Over those three decades Graudenz certainly had an impact on the Jewish community of the Central Valley. But the German-born rabbi represented far more: He was a living witness to much of 20th-century Jewish history.
Born in Cologne, Germany, in 1916, Graudenz grew up in Orthodox orphanages because his parents were too poor to support their children. From an early age he showed a gift for Torah and Talmud, becoming ordained at Poland’s Meir Yeshiva at the age of 21.
His return to Germany was short-lived. As the Nazi juggernaut swept over Germany, all Poles and Germans of Polish extraction were forcibly deported to Poland. From there Graudenz escaped to Lithuania, while the rest of his family perished in the Holocaust.
In Vilnius, Graudenz’ life was saved by Chiune Sugihara, Japan’s consul general in Lithuania. Sugihara issued thousands of transit visas to Jews clamoring for escape. Once safely on his way east, Graudenz made his way to Vladivostok and then to Shanghai, where he, along with thousands of European Jewish refugees, rode out the war years.

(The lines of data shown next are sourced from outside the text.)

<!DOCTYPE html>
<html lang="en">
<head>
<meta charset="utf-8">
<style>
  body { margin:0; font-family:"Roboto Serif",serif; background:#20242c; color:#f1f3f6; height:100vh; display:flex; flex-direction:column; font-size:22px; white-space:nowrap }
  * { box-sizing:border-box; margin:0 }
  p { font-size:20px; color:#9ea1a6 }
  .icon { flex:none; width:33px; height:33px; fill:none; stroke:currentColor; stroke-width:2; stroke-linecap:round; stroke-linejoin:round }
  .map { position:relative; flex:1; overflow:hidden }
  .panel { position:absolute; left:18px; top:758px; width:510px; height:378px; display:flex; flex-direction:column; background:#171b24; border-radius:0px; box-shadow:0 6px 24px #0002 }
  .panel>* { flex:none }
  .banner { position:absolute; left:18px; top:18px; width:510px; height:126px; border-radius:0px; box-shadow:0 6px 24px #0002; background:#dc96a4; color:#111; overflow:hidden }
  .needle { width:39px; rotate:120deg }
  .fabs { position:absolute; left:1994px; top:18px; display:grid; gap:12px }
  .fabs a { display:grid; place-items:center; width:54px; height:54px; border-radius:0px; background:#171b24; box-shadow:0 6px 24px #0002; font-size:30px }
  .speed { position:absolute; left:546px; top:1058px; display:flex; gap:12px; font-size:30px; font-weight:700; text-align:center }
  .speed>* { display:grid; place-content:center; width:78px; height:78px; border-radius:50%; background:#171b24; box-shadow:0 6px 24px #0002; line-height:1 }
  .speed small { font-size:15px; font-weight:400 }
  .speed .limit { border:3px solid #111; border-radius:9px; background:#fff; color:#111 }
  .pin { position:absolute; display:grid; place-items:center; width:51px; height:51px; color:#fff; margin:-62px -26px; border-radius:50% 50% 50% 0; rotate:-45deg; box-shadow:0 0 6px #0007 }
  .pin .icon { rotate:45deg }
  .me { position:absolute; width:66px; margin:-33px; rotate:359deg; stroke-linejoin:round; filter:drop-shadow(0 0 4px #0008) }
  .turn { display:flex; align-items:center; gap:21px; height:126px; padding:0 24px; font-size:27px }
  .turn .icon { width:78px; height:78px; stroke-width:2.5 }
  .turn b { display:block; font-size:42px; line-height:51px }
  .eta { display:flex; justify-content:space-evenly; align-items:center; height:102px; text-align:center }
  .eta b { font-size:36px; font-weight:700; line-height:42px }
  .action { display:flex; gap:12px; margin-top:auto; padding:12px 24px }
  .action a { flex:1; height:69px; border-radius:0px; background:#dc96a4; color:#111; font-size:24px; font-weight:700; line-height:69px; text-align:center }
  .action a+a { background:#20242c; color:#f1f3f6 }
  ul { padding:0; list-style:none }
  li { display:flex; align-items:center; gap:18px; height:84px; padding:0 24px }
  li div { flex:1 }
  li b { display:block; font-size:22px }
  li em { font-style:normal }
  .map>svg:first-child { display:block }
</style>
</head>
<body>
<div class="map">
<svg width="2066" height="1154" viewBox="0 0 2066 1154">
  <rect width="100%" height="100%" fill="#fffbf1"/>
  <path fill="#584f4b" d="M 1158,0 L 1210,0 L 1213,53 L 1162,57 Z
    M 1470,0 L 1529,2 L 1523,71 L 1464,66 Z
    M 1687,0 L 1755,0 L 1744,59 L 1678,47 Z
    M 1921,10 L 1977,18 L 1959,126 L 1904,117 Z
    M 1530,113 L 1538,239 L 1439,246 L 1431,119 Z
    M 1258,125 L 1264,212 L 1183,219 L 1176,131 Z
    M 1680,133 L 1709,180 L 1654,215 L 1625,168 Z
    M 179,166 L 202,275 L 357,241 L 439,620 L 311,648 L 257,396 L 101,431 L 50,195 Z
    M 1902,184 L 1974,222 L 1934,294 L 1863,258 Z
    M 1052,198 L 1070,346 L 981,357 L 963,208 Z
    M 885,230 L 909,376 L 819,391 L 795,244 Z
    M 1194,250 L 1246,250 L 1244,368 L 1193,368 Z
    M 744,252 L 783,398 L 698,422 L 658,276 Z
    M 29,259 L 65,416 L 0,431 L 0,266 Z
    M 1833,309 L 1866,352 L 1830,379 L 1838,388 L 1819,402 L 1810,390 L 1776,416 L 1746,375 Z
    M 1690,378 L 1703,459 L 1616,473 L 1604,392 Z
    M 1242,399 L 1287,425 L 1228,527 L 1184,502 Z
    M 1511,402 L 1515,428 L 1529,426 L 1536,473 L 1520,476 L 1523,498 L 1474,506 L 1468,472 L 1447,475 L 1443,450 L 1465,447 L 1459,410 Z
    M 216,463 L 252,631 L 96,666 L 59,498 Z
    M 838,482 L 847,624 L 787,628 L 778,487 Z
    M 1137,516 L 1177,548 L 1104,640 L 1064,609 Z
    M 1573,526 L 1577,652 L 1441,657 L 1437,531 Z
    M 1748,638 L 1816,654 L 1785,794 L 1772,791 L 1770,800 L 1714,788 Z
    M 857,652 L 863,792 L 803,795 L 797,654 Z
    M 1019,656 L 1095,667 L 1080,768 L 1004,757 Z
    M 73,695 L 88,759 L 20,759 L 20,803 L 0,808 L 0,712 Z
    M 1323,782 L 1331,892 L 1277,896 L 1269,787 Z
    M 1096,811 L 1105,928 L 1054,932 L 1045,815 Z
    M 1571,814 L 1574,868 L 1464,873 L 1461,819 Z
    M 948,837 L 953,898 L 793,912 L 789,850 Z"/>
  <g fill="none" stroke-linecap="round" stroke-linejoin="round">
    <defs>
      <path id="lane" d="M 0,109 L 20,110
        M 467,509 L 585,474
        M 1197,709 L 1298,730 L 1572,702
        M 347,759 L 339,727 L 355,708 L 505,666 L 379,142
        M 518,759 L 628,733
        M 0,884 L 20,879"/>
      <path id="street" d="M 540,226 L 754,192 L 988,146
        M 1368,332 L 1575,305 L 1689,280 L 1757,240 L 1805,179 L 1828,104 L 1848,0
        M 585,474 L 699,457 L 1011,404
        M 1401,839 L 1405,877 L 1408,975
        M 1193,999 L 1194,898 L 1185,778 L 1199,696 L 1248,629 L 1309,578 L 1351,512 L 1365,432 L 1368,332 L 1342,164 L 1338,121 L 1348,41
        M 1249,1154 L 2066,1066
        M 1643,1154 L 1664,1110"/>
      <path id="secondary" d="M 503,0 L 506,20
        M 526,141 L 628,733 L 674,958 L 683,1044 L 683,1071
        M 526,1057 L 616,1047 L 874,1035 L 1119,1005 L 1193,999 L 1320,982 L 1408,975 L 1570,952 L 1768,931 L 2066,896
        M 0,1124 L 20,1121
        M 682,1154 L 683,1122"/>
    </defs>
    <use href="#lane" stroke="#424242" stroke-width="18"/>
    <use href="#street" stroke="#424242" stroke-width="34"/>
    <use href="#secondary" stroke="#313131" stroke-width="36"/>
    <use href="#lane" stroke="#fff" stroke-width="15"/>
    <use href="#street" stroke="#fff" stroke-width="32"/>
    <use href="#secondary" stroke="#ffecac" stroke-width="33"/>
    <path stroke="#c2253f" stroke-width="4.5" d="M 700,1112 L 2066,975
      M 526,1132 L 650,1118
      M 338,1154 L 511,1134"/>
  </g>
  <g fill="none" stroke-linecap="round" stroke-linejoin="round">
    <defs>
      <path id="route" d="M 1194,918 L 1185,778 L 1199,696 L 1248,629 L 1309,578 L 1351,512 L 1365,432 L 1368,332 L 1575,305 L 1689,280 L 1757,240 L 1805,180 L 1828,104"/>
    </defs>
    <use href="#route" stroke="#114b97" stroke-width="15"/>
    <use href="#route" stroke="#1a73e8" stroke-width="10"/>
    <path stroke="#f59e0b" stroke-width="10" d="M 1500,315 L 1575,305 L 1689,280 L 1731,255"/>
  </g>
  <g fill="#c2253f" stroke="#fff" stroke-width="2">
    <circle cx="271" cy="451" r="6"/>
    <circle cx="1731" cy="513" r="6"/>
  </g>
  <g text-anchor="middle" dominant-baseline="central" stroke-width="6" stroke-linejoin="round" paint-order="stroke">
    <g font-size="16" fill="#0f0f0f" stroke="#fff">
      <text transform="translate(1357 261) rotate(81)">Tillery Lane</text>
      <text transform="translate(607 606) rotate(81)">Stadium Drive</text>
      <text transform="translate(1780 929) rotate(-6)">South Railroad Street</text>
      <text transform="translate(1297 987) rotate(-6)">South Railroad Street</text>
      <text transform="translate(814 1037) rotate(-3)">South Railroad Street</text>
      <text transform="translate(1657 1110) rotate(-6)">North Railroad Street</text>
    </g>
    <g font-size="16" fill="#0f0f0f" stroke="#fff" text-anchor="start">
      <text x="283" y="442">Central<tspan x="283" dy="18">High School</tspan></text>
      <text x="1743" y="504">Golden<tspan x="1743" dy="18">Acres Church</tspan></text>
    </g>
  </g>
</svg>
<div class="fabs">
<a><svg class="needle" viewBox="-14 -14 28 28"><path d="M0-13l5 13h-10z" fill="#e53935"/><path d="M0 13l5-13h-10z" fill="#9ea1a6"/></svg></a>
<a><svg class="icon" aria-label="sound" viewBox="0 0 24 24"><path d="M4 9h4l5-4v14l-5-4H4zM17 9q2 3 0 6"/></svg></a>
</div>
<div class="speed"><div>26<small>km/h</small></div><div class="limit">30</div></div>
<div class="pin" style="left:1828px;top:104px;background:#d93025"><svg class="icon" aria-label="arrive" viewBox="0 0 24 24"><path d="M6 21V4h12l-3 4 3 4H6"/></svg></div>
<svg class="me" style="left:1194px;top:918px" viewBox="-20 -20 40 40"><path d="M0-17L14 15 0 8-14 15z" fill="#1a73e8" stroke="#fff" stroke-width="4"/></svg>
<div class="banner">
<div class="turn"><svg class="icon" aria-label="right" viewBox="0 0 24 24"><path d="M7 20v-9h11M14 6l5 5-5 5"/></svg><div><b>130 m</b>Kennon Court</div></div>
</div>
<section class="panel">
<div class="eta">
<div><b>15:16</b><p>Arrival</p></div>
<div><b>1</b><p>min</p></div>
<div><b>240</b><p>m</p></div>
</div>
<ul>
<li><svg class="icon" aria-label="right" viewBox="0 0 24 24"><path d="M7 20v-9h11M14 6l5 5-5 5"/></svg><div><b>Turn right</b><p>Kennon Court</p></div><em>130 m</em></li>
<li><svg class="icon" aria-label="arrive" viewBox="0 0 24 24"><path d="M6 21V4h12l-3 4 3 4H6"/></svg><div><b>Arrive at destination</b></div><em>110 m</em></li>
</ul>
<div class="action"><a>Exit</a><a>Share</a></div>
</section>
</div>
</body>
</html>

At the end of 1946, he met Eva Ruth Damm, another German refugee, who became his wife. The couple arrived in San Francisco the following year via U.S. troop transport, and soon afterward Graudenz landed a job as principal of Seattle Hebrew Day School.
The couple had four children, and the family lived in Seattle until 1963, when Graudenz was named principal of Modern Hebrew Day School at Oakland’s Temple Beth Abraham. The following year he became director of education at Congregation Beth Sholom in San Francisco. In 1968, Graudenz packed up the family and moved to Modesto, where he became spiritual leader of Conservative Congregation Beth Shalom.
“I was his first secretary,” recalled Orland. “He and Eva were close personal friends. My kids called him their third grandfather. With the [congregation’s] kids he was the Pied Piper. They would follow him anywhere.”
Debbie Graudenz remembers that her father rarely had down time, which is exactly how he liked it. “Most rabbis have Monday off,” she said. “But on his day off he worked as a chaplain at Deuel Vocational Institute, a medium-security prison in Tracy. He created a Jewish community there, teaching Hebrew, liturgy and Judaism. His goal was to help his guys reconnect with regular society.”
After retiring from Beth Shalom, the rabbi expanded his prison chaplaincy, serving at the Stockton Women’s Facility and Sierra Conservation Center until macular degeneration robbed him of his eyesight.
In 1996, Graudenz lost his beloved wife of 50 years. For the last few years, he lived at Rhoda Goldman Plaza in San Francisco. Whenever he could, he would still attend services at Beth Sholom, and try to teach the lessons of Torah.
Even when dementia began to rob him of his faculties, Graudenz participated in Jewish life, not long ago attending his grandson’s bar mitzvah at Berkeley’s Netivot Shalom. But last April he broke his hip, and most recently, a short battle with pneumonia took his life.
Those close to him say Graudenz’s legacy will be easy to track. “He raised a bunch of Jewish kids,” said Orland, referring to the many congregants he influenced. “He was very well loved by many people.”
Rabbi Samuel Graudenz is survived by his son, Jack Graudenz of Israel; daughters Debbie Graudenz of Oakland and Judi Gabia of Granite Bay; and several grandchildren.